An acceptable answer repeats exactly the line with "Lake Hiking Trail</span>" and each line after it through the end of the entries, and includes nothing else.

[Saved data entries]
----

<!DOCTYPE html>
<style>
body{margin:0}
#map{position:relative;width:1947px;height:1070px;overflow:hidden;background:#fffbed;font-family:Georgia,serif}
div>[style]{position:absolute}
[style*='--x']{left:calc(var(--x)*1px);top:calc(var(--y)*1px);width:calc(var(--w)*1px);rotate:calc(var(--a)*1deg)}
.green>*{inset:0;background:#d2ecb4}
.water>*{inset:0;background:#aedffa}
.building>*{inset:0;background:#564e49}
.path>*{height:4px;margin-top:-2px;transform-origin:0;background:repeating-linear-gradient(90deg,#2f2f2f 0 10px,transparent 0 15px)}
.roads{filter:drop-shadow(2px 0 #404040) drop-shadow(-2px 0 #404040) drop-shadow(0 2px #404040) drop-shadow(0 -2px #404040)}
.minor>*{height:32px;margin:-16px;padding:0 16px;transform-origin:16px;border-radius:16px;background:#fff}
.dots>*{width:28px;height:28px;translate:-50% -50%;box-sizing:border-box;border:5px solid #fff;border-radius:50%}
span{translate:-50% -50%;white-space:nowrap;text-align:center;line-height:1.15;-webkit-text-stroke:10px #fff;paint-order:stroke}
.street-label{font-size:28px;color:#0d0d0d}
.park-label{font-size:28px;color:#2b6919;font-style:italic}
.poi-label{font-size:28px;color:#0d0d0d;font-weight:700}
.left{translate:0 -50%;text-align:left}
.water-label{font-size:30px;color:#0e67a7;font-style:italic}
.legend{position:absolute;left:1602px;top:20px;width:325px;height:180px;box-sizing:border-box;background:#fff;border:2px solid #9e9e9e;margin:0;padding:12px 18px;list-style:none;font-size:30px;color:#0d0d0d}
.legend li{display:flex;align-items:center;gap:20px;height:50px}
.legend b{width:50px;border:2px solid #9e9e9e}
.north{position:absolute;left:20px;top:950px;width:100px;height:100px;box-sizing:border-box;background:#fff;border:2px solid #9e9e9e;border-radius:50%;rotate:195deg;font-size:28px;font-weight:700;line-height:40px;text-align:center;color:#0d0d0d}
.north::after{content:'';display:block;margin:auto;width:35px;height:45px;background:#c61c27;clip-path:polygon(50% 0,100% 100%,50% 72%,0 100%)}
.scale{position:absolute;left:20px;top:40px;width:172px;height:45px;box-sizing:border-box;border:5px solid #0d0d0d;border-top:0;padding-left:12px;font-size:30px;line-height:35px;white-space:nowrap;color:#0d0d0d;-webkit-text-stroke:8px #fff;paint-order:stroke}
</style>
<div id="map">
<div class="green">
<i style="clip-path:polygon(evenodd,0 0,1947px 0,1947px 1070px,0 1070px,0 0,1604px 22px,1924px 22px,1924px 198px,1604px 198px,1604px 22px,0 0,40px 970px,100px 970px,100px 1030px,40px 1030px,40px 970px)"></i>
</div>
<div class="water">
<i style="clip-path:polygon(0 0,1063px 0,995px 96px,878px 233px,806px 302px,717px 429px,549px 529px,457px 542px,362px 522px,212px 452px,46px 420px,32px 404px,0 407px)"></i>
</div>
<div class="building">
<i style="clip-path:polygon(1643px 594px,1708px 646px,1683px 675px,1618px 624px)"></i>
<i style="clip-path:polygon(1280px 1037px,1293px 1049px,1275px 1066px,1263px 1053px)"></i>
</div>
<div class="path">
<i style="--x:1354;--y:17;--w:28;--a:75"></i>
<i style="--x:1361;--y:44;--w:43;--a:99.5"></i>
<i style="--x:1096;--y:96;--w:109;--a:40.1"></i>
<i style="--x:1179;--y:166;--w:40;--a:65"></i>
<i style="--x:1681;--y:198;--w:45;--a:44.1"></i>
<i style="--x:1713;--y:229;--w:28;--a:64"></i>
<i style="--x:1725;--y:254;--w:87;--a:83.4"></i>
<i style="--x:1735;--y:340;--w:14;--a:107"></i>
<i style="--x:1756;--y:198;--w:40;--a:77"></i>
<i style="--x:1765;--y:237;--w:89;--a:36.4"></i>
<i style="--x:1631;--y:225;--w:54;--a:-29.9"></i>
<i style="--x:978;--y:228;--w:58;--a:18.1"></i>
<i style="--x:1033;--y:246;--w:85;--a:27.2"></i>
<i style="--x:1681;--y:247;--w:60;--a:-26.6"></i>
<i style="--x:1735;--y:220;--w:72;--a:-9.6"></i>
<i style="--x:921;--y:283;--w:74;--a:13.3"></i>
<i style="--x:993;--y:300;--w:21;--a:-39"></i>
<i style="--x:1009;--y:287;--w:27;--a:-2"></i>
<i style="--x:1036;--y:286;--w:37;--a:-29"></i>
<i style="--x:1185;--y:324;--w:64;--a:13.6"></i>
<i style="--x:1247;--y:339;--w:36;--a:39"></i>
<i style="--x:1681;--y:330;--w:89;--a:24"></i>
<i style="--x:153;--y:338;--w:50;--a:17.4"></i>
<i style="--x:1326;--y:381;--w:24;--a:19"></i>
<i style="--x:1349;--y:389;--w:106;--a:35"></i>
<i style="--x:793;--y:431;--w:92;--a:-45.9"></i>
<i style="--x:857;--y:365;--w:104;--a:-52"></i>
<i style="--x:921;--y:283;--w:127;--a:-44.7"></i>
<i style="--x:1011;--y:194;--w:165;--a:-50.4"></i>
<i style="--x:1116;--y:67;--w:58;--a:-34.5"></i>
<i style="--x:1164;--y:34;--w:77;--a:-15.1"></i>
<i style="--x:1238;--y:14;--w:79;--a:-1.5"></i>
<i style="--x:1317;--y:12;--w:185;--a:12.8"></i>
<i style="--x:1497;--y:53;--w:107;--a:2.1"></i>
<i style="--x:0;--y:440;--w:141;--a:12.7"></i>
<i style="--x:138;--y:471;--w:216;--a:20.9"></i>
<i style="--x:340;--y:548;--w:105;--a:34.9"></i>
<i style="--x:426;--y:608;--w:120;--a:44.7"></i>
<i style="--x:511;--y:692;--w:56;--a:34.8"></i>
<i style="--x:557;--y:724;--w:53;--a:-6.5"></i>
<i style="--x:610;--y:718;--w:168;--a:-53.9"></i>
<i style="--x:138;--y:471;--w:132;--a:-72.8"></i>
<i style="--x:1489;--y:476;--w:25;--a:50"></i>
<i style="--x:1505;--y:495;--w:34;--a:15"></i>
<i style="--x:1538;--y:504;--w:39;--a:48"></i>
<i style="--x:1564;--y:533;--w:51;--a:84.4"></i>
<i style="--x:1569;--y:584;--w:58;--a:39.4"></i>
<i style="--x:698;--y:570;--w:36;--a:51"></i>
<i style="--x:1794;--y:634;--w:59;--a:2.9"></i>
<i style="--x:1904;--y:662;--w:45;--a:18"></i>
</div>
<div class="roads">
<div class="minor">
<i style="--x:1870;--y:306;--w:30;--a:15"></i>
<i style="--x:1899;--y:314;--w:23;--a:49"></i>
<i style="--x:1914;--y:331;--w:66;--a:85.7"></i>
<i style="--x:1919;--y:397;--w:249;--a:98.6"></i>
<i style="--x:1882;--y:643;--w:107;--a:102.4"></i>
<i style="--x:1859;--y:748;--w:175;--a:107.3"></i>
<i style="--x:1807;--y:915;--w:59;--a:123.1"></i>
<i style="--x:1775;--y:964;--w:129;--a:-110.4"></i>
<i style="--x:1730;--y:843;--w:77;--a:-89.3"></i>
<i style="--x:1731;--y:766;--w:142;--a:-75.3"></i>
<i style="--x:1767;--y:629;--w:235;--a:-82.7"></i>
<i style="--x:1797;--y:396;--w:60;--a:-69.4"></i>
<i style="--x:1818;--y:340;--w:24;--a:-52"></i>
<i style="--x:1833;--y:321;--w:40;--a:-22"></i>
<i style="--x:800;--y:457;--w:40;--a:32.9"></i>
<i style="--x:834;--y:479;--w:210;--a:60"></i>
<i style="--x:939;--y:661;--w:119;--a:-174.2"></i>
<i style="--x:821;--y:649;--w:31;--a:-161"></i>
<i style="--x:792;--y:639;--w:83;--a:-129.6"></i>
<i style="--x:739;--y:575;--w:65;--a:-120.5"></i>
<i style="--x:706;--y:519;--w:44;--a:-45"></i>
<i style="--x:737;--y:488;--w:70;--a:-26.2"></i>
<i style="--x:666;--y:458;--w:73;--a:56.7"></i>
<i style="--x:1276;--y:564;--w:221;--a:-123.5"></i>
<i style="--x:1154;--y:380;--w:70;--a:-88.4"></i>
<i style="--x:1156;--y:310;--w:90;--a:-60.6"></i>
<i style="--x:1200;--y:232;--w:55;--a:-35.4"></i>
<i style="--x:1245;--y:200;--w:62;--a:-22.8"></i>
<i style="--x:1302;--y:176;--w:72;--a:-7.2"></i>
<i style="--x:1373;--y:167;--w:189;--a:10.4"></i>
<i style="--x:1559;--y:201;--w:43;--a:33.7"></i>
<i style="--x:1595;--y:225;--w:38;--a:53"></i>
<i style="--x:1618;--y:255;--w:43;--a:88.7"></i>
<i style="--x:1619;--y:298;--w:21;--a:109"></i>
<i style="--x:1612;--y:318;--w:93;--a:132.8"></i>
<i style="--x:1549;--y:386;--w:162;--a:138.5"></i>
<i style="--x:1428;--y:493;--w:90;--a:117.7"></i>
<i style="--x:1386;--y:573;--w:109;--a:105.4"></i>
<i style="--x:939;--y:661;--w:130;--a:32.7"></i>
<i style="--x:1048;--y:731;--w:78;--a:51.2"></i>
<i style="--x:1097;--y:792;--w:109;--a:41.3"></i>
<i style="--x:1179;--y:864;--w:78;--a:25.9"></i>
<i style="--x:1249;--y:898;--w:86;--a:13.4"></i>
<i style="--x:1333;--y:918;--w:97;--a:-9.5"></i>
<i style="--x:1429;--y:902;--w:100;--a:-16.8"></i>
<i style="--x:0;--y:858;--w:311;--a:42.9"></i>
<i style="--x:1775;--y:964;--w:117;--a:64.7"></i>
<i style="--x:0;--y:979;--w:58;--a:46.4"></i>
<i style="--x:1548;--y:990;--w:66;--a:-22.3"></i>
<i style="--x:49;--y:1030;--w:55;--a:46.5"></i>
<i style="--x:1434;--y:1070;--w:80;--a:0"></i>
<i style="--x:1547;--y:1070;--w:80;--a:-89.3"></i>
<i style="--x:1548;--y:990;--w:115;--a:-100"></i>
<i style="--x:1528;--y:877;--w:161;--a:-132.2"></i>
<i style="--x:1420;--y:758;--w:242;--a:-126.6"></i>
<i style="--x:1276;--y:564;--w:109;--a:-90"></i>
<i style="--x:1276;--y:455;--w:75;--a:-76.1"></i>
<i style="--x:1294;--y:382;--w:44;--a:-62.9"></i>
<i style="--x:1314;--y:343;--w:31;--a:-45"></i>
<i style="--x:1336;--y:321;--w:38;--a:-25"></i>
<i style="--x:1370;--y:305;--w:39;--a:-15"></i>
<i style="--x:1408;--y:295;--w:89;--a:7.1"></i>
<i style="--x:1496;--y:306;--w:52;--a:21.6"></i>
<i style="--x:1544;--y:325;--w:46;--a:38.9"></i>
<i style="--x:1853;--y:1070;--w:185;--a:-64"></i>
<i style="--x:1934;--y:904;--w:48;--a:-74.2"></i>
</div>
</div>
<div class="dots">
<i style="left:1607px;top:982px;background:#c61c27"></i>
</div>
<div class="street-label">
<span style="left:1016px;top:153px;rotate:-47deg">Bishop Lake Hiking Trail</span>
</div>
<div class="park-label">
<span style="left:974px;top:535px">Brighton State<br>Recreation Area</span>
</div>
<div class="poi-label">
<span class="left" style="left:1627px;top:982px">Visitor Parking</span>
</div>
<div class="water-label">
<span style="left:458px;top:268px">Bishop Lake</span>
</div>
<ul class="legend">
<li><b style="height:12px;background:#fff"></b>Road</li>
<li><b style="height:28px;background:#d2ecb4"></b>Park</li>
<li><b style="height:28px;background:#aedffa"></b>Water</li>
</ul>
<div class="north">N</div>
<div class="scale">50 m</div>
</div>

----

* EXERCISE OUTPUT
<span style="left:1016px;top:153px;rotate:-47deg">Bishop Lake Hiking Trail</span>
</div>
<div class="park-label">
<span style="left:974px;top:535px">Brighton State<br>Recreation Area</span>
</div>
<div class="poi-label">
<span class="left" style="left:1627px;top:982px">Visitor Parking</span>
</div>
<div class="water-label">
<span style="left:458px;top:268px">Bishop Lake</span>
</div>
<ul class="legend">
<li><b style="height:12px;background:#fff"></b>Road</li>
<li><b style="height:28px;background:#d2ecb4"></b>Park</li>
<li><b style="height:28px;background:#aedffa"></b>Water</li>
</ul>
<div class="north">N</div>
<div class="scale">50 m</div>
</div>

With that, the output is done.